[Stored items]
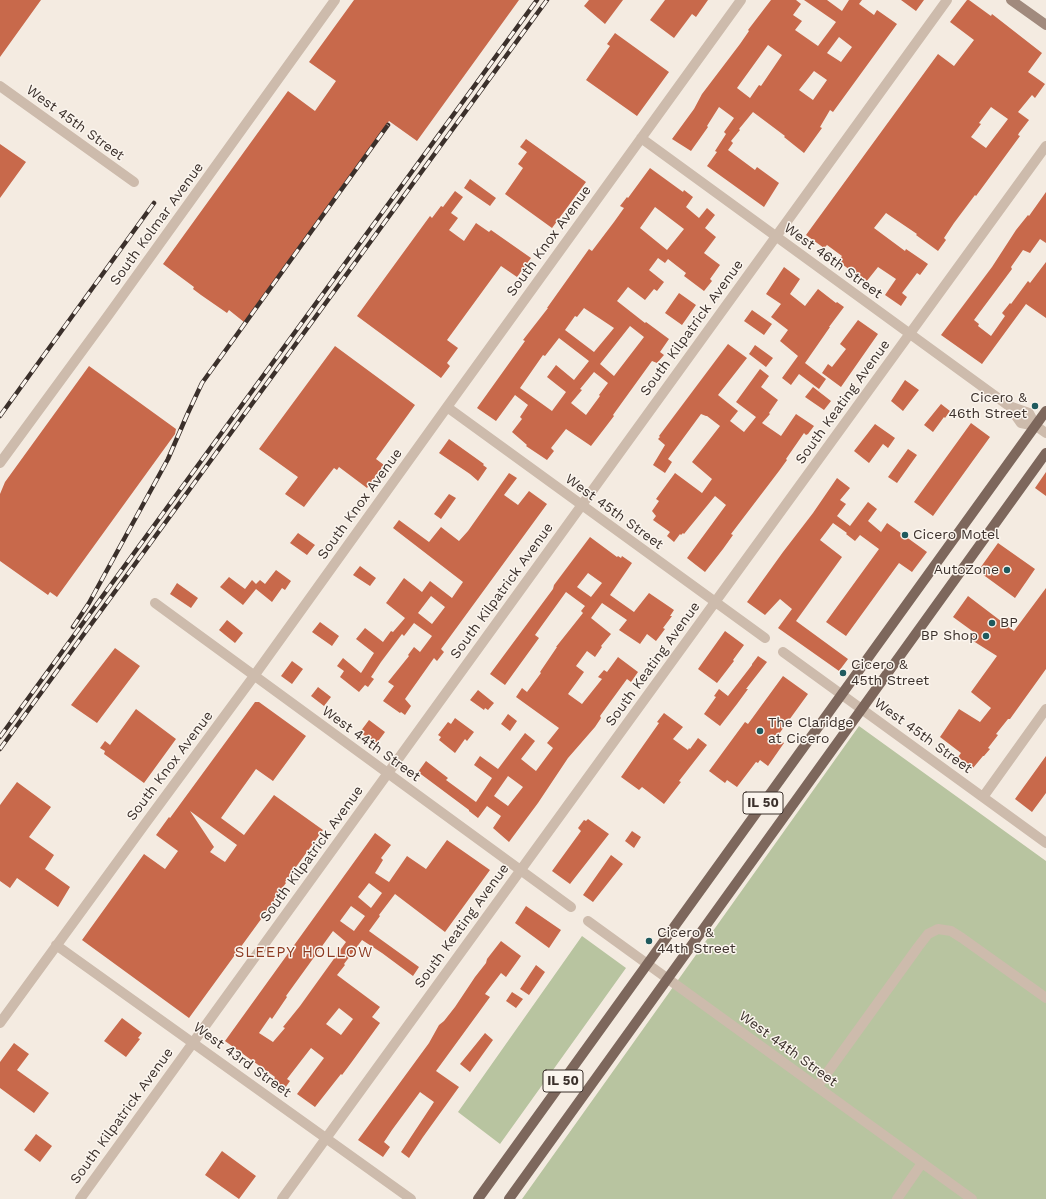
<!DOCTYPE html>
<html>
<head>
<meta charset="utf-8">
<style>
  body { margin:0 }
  canvas { display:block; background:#f4ebe1 }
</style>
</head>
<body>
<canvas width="1046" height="1199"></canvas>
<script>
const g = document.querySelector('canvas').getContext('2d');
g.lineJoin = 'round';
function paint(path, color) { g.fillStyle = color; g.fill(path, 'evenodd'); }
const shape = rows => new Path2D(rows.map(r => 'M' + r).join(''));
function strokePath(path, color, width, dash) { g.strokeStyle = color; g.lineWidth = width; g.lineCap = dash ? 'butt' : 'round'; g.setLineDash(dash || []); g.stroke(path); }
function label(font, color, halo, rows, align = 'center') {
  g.font = font + ' "Work Sans",sans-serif'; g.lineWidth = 3; g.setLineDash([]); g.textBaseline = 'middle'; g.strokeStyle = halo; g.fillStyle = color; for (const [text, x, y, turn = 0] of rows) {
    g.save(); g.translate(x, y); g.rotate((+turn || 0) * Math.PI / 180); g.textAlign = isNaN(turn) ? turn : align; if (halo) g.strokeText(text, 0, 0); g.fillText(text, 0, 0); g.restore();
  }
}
paint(shape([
  [859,726,1046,861,1046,1199,522,1199],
  [582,936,626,968,500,1144,458,1112]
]), '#b8c4a0');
paint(shape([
  [0,0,41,0,0,57],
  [354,0,519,0,417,141,389,121,244,322,229,310,227,313,201,295,193,289,194,287,163,264,288,91,315,111,336,81,309,62],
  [589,0,623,0,605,24,584,6],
  [665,0,708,0,696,17,692,14,674,38,650,20],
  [771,0,796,0,801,4,793,15,802,21,795,30,818,46,836,22,804,0,827,0,842,11,849,0,862,0,859,4,874,15,877,10,897,24,833,112,830,110,820,127,822,128,804,153,784,137,785,136,753,112,739,129,740,130,731,141,733,143,728,150,755,170,757,167,779,183,764,207,707,166,717,152,715,151,726,134,724,132,734,118,719,107,707,126,708,127,691,151,672,139,694,109,702,94,740,44,749,31,748,30],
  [839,37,852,47,841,62,827,53],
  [768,45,782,55,761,86,759,85,750,98,737,88],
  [814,71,827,80,813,100,799,90],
  [901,0,924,0,916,11],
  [967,0,969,0,991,16,992,14,1042,53,1028,72,1045,84,1035,98,1032,95,1018,112,1029,120,1019,133,1018,135,1020,136,976,196,975,195,954,223,944,238,946,240,938,251,916,235,917,234,886,213,874,228,905,251,906,249,928,264,920,275,917,273,902,293,907,297,901,306,885,295,896,279,878,267,866,282,838,261,842,256,827,245,824,248,806,235,938,54,954,66,974,40,950,22],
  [991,107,1008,119,986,148,971,137,981,124,979,123],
  [615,33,669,72,637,116,586,80,610,46,607,44],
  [526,139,586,182,552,228,505,194,523,168,518,164,527,152,520,147],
  [0,144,26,162,0,198],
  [650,168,683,192,684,190,693,197,686,207,699,218,707,208,715,215,705,228,716,237,704,253,720,265,710,279,712,281,704,291,684,276,686,273,668,259,665,263,658,258,649,270,664,282,657,291,654,289,645,300,628,287,617,301,645,323,646,322,669,339,660,352,664,355,657,363,652,361,613,415,614,416,591,446,566,429,551,448,554,451,547,460,526,446,527,445,512,432,522,419,520,417,528,405,515,395,496,421,477,408,525,341,523,340,548,308,547,308,589,249,592,251,614,222,624,208,620,206,627,197,628,198],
  [655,207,684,229,667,250,640,228],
  [584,308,614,328,594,352,565,330,575,316,577,317],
  [630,326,644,337,614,376,600,364],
  [559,338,589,361,574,380,556,365,547,377,566,392,552,411,520,388,543,355,545,356],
  [594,372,608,383,599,395,600,396,586,415,571,403,582,390,580,389],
  [470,179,496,198,490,206,464,188],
  [455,191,463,197,451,213,458,218,449,230,464,241,476,223,489,232,491,230,531,258,517,277,501,266,447,340,458,348,447,363,450,366,441,378,357,316,430,216,432,218,441,206,443,207],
  [1046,192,1046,243,1040,239,1030,253,1023,250,1011,267,1012,269,974,320,979,324,978,326,991,336,1005,316,1002,313,1010,303,1011,304,1028,281,1030,283,1046,262,1046,318,1026,304,982,364,941,335,992,267,1016,230,1028,215,1029,216],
  [784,267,800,279,790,294,805,306,818,289,836,303,837,302,844,307,829,327,830,327,805,363,826,379,819,389,799,374,791,385,782,378,798,356,780,341,788,330,771,317,781,304,766,294],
  [679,293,696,305,682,325,665,313],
  [752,310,772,324,764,335,744,321],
  [858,320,878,334,841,387,822,373,828,364,832,367,846,349,840,344],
  [728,344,747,358,718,395,738,411,730,421,744,432,756,417,736,402,760,369,769,376,761,387,778,400,769,413,770,414,762,423,781,436,796,414,814,426,808,434,806,435,804,433,786,459,787,460,779,471,731,534,733,535,723,549,705,572,687,558,726,505,715,496,684,534,683,533,681,535,680,534,674,542,667,536,670,532,653,520,656,516,652,511,659,501,656,499,675,473,702,493,712,479,692,462,720,426,707,416,706,416,701,414,668,459,672,462,665,473,653,465,665,445,658,439,660,437,659,436],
  [755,345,773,358,766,367,749,354],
  [335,346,415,405,376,459,384,465,367,488,339,467,337,470,334,468,304,507,285,494,298,477,259,449],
  [89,366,176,429,175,434,57,597,50,592,48,595,0,561,0,494,5,482],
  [905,380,919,390,903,411,891,401],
  [813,387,831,401,824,410,805,397],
  [941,404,950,411,945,418,944,417,933,432,924,425],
  [971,423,990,437,933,516,914,502],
  [875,424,895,438,888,448,883,444,869,463,854,451],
  [449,439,484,464,483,465,487,468,478,481,470,474,439,453],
  [908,449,917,455,897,483,888,477],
  [1046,472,1046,496,1035,488],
  [509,473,517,478,504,495,518,505,529,491,547,504,441,649,444,652,437,661,434,658,405,699,411,706,405,715,401,712,400,713,383,701,394,686,388,682,409,656,408,655,414,647,420,652,432,636,414,623,404,636,402,634,381,662,371,677,374,679,368,687,365,685,359,692,340,677,344,671,337,666,343,658,361,673,374,653,356,639,365,628,383,642,391,631,393,632,405,618,386,603,404,578,422,592,430,581,452,598,463,582,393,528,399,520,429,542,441,527,459,541,468,531],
  [431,596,445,607,432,624,418,613],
  [837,478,850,488,840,500,846,504,837,516,850,526,868,502,877,509,868,521,881,532,887,523,927,552,912,572,899,563,846,636,826,622,879,549,860,535,855,541,846,534,847,533,833,523,820,540,842,557,796,621,848,659,839,671,778,628,792,609,780,599,765,615,747,602,783,552,813,513],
  [449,494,456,498,441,519,434,514],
  [298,533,315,545,307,555,290,543],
  [590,537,617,557,618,556,621,558,622,556,632,563,610,595,634,612,649,593,674,610,670,616,672,616,663,628,665,629,656,641,647,634,640,644,619,630,627,620,602,603,591,618,611,634,601,646,602,647,595,657,587,651,576,666,584,672,568,694,582,704,602,679,598,677,604,670,607,672,618,657,638,672,631,682,627,679,600,716,601,718,595,727,568,758,538,803,509,842,493,828,501,816,487,806,478,818,469,811,469,810,418,772,426,761,448,778,446,780,476,802,492,778,474,765,480,756,498,769,525,733,535,741,521,759,536,771,553,748,547,743,559,728,516,697,522,688,527,692,541,673,540,672,557,647,556,647,583,613,581,611,585,606,566,592,535,635,539,638,505,685,490,674,553,589,554,585],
  [588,573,602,583,591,597,577,587],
  [508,776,523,787,508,806,494,796],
  [998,543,1035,569,1015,598,978,571],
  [360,566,376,578,370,586,353,575],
  [276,570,291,581,285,590,282,588,272,602,256,589,243,605,220,587,229,577,245,589,252,580,256,584,260,580,265,584],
  [177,583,198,598,191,608,170,594],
  [1046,588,1046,669,1010,719,1008,719,996,734,998,735,988,748,990,749,984,756,983,756,973,768,958,757,961,753,940,737,959,709,980,722,991,708,971,692,997,656,970,639,975,633,953,617,968,596,1014,631],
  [227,620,243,633,235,643,219,630],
  [320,622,339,636,332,646,312,632],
  [725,631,744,645,733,660,734,661,717,683,698,669],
  [115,648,140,666,97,723,71,705],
  [758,656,767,662,746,689,748,689,737,704,720,726,704,714,716,697,714,696,719,689,728,696,752,665,752,664],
  [292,661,303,669,292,684,281,676],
  [783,676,808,694,776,738,784,743,768,766,760,760,758,763,756,762,737,787,727,780,725,783,709,771,745,722,748,724],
  [318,687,331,697,324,706,311,696],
  [478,690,494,703,488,710,485,708,484,710,470,700],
  [255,702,259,702,306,736,273,781,256,769,221,818,244,835,274,795,323,830,285,882,286,883,274,899,275,900,189,1018,82,940,144,854,165,869,178,851,156,835,169,817,170,818],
  [190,811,237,845,225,862,210,852,214,847],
  [136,709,176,739,144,783,104,754,105,751,100,748,105,741,110,745],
  [664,713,683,727,673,739,688,750,689,748,690,749,698,738,707,745,679,781,681,782,664,804,642,787,639,790,621,777,659,723,657,722],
  [508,714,517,721,510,731,501,724],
  [455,718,474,732,467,741,465,739,455,753,439,740,441,737,438,735,448,722,451,724],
  [369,720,385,732,376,744,360,732],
  [1046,756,1046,793,1032,812,1015,799],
  [17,782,51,807,29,837,54,855,45,869,70,887,58,907,17,878,10,888,0,881,0,805],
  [588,819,609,834,570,884,552,871,581,831,578,828,584,820,586,821],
  [632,831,641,837,634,848,625,841],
  [375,833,391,845,381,858,383,860,375,873,389,882,407,856,426,869,447,840,490,870,445,932,395,894,379,915,380,916,369,931,419,967,413,976,382,953,362,940,344,964,345,965,337,975,380,1007,372,1017,380,1023,351,1063,342,1075,341,1074,315,1107,297,1094,324,1058,311,1048,287,1079,290,1081,285,1088,273,1080,275,1077,225,1041],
  [369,883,382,893,371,908,358,897],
  [351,906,365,916,354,931,340,921],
  [333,931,346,942,300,1006,283,1027,285,1028,273,1042,259,1033,270,1017,272,1019,287,997,286,996],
  [339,1008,353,1019,341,1035,326,1024],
  [611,855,623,864,593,902,583,895],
  [526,906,561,930,549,948,515,923],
  [501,941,521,956,506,977,501,973,485,994,490,997,436,1071,459,1087,423,1137,409,1158,401,1152,434,1102,420,1092,392,1130,384,1142,390,1147,383,1157,358,1140,429,1043,439,1025,444,1021,455,1007,475,977,486,963,487,959],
  [536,965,545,972,529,995,520,989],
  [512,992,523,999,516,1008,506,1001],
  [122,1018,142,1033,138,1038,140,1039,126,1057,104,1041],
  [485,1033,493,1040,470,1072,460,1064],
  [14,1043,29,1054,17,1070,49,1093,34,1113,0,1088,0,1062],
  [36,1134,52,1146,40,1162,24,1150],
  [222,1151,256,1176,239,1199,205,1175]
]), '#c8694b');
strokePath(shape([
  [0,86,134,182],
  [641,138,1009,406,1029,413,1036,426,1046,433],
  [1009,406,1021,423,1036,426],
  [447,407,765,638],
  [0,463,107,317,335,0],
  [155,603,571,907],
  [783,652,1046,843],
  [983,797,1046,709],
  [588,921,972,1199],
  [56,945,411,1199],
  [0,1023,145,824,254,676,447,407,741,0],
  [817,1087,918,947,928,934,938,929,951,931,962,938,1046,998],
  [80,1199,947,0],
  [282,1199,1046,146],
  [897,1199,922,1163]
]), '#cdbbac', 10);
strokePath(shape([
  [1011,0,1046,25]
]), '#a18a7d', 10);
strokePath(shape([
  [478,1199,1046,411],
  [509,1199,1046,453]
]), '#7d675c', 10);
const rail = shape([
  [0,416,154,203],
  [73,627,89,603,168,459,187,415,202,383,388,125],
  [0,737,537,0],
  [0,749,547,0]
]);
strokePath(rail, '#3b302b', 4.5);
strokePath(rail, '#fbf5ee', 3, [9]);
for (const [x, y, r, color] of [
  [1035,406,4,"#1f5a5e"],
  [905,535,4,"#1f5a5e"],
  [1007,570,4,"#1f5a5e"],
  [992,623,4,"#1f5a5e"],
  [986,636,4,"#1f5a5e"],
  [843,673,4,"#1f5a5e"],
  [760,731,4,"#1f5a5e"],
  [649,941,4,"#1f5a5e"]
]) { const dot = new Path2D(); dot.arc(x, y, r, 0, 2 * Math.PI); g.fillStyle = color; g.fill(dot); strokePath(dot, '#fbf5ee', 1.5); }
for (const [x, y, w] of [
  [763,803,40],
  [563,1081,40]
]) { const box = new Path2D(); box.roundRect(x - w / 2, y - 11, w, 22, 3); g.fillStyle = '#fbf5ee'; g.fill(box); strokePath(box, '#3b302b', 1); }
label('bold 13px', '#3b302b', null, [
  ["IL 50",763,803],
  ["IL 50",563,1081]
]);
label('14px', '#3b302b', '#fbf5ee', [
  ["West 45th Street",75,123,36],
  ["South Kolmar Avenue",157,224,-54],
  ["South Knox Avenue",549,241,-54],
  ["West 46th Street",833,261,36],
  ["South Kilpatrick Avenue",692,328,-54],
  ["South Keating Avenue",843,402,-54],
  ["South Knox Avenue",360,504,-54],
  ["West 45th Street",614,512,36],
  ["South Kilpatrick Avenue",502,591,-54],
  ["South Keating Avenue",653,664,-54],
  ["West 45th Street",923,736,36],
  ["West 44th Street",371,744,36],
  ["South Knox Avenue",170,766,-53],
  ["South Kilpatrick Avenue",312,854,-54],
  ["South Keating Avenue",462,926,-54],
  ["West 44th Street",788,1049,36],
  ["West 43rd Street",242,1060,36],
  ["South Kilpatrick Avenue",122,1116,-54]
]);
label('14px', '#3b302b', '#fbf5ee', [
  ["Cicero &",1027,398,"right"],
  ["46th Street",1027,414,"right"],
  ["Cicero Motel",913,535],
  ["AutoZone",999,570,"right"],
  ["BP",1000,623],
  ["BP Shop",978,636,"right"],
  ["Cicero &",851,665],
  ["45th Street",851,681],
  ["The Claridge",768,723],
  ["at Cicero",768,739],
  ["Cicero &",657,933],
  ["44th Street",657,949]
], 'left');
g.letterSpacing = '1px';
label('15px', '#8c3b22', '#fbf5ee', [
  ["SLEEPY HOLLOW",304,953]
]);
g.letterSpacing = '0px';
</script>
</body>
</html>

* **Exercise**
Search the entries above for lines containing the word "font", and copy each one.

* **Solution**
function label(font, color, halo, rows, align = 'center') {
  g.font = font + ' "Work Sans",sans-serif'; g.lineWidth = 3; g.setLineDash([]); g.textBaseline = 'middle'; g.strokeStyle = halo; g.fillStyle = color; for (const [text, x, y, turn = 0] of rows) {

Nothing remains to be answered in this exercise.